The nuclear industry has a problem. Its power plants have a habit of running over budget and over time. But now it thinks it can fix this with so-called small modular reactors.

So my name is Paul Stein, and I founded a company called Floral Energy Limited, and I'm the CEO of that business. I was the chief technology officer of Rolls-Royce, and I spun out the Rolls-Royce small modular reactor business and became the chair of that business up until the end of 2023.

So a small modular reactor is one that is a shrunken version of a large reactor, but with some important differences. And the most important difference is it's constructed in a modular fashion, which reduces the capital cost. So it means all the parts of the reactor can be built in a factory environment, can be brought to site, bolted together on site, and that dramatically reduces the time to getting power on grid and the capital cost of the equipment.

And roughly how much does a small modular reactor cost?

So roughly in the order for, say, 500 megawatts of energy, it's around about 2 to 2 and a half billion pounds. The 'small' in small modular reactors actually is now misleading. Originally, the plan was to make quite physically small reactors that perhaps had less than 100 megawatts of energy.

But when the designs were taken to the next level of sophistication, it was realised that actually much larger power classes met the minimum price of electricity. So most of the practical SMR designs that are available today are in the 300 to 500 megawatt class. That's not small. I mean, that's powering a town the size of Leeds.

And how many of these SMRs are there actually operating in the world today?

Right now, there are no SMRs operating in the world today. They're all under development.

But there are still questions about the cost-effectiveness of small modular reactors.

Nuclear power plants are very expensive machines to build. The cost of the completed Vogtle Reactor is about $37bn. Hinkley Point C is even more expensive and counting. On an absolute scale, a small reactor should become less expensive compared to this. Though, because we don't have any real construction experience in any of the countries where we know the data, we don't really know how much it is going to cost.

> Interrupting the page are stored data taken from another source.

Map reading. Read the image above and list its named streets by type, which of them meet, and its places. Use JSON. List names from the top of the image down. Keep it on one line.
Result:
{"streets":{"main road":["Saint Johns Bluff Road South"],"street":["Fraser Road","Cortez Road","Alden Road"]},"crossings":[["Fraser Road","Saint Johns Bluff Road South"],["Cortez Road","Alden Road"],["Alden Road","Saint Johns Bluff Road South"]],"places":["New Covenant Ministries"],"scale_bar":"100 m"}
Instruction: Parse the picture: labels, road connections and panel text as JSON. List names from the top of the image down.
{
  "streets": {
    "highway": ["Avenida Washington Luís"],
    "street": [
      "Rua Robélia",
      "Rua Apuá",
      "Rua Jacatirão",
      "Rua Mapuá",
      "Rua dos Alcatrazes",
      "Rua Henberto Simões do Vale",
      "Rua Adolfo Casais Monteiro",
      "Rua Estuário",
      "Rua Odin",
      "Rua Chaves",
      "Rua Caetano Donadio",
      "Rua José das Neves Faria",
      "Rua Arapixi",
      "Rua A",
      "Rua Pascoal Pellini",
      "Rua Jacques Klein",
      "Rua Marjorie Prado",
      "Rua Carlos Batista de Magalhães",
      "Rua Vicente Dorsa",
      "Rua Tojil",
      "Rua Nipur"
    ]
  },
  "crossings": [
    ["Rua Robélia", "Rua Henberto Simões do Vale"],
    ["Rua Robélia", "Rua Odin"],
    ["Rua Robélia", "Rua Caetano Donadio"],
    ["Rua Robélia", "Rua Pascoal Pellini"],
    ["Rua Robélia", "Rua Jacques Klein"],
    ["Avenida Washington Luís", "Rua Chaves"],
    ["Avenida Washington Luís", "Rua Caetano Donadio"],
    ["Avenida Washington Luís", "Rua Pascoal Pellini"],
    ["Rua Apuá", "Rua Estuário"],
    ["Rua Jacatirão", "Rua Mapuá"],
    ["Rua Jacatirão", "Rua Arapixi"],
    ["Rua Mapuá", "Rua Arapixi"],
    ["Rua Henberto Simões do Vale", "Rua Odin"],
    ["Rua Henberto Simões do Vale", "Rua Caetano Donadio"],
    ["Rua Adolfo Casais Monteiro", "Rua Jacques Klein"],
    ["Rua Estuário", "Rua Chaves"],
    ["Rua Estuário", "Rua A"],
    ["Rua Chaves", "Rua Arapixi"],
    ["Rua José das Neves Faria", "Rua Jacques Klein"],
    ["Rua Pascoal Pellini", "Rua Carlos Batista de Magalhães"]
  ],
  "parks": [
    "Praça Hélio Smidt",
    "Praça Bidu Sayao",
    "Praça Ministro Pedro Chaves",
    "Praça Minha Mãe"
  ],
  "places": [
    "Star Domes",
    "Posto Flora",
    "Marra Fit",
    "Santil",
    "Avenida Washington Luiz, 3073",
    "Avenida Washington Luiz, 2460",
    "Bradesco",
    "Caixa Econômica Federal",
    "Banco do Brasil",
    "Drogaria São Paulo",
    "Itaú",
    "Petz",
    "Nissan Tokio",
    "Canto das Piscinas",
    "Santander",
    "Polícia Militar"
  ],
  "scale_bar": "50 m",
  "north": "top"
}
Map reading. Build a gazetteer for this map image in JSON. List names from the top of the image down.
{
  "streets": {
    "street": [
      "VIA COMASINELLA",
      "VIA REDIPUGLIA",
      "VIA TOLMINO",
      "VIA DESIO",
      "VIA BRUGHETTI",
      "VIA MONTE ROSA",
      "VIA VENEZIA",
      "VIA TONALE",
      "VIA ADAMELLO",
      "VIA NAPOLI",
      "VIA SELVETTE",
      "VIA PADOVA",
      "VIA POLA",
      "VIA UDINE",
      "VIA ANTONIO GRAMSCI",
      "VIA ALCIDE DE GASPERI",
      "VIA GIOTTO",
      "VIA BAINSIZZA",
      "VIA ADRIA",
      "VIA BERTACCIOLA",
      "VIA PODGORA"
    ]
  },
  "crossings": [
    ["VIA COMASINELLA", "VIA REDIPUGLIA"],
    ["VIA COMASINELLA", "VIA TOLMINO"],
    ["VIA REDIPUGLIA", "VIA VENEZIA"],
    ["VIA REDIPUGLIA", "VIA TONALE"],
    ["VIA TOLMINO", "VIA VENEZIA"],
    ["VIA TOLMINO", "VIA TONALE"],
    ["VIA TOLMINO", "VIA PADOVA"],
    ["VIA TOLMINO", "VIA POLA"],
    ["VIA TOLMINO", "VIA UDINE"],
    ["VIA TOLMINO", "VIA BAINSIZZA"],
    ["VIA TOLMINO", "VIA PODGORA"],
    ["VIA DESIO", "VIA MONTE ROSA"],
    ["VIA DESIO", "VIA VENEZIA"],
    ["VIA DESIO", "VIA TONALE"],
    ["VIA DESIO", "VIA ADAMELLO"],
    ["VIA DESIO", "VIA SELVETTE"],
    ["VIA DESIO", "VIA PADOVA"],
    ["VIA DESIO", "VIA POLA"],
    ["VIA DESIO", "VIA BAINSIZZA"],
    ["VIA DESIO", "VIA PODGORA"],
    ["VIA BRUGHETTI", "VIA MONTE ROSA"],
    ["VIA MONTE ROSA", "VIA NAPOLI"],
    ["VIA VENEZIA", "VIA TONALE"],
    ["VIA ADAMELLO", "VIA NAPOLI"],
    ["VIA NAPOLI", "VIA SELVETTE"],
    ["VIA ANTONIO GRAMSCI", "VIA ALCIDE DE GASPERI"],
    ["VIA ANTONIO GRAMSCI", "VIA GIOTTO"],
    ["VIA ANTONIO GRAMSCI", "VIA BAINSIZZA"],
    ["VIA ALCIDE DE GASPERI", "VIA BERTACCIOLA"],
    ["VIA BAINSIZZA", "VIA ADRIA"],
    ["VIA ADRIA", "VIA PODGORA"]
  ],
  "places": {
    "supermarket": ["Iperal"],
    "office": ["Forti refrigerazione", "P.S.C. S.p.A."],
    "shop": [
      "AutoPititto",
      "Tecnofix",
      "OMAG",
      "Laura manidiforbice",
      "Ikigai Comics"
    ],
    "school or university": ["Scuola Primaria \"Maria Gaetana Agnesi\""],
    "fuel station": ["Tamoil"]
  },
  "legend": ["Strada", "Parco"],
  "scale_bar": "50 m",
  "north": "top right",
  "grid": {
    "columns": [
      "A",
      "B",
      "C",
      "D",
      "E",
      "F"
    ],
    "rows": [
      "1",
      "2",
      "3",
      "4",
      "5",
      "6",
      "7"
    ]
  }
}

Nevertheless, we have some ideas based on both engineering knowledge and past experience, and both of them suggest that, on a per unit of power capacity basis or per unit of energy, a small reactor will typically be more expensive than a large reactor. This is because they lose out on what are called economies of scale, and so the per-unit cost actually becomes larger as you go to smaller units.

We really don't know how the economies of scale will play out with SMRs. Some companies are building even smaller small modular reactors. We spoke to one man who's hoping to build a micro modular reactor on the site of a former coal power station in Wales.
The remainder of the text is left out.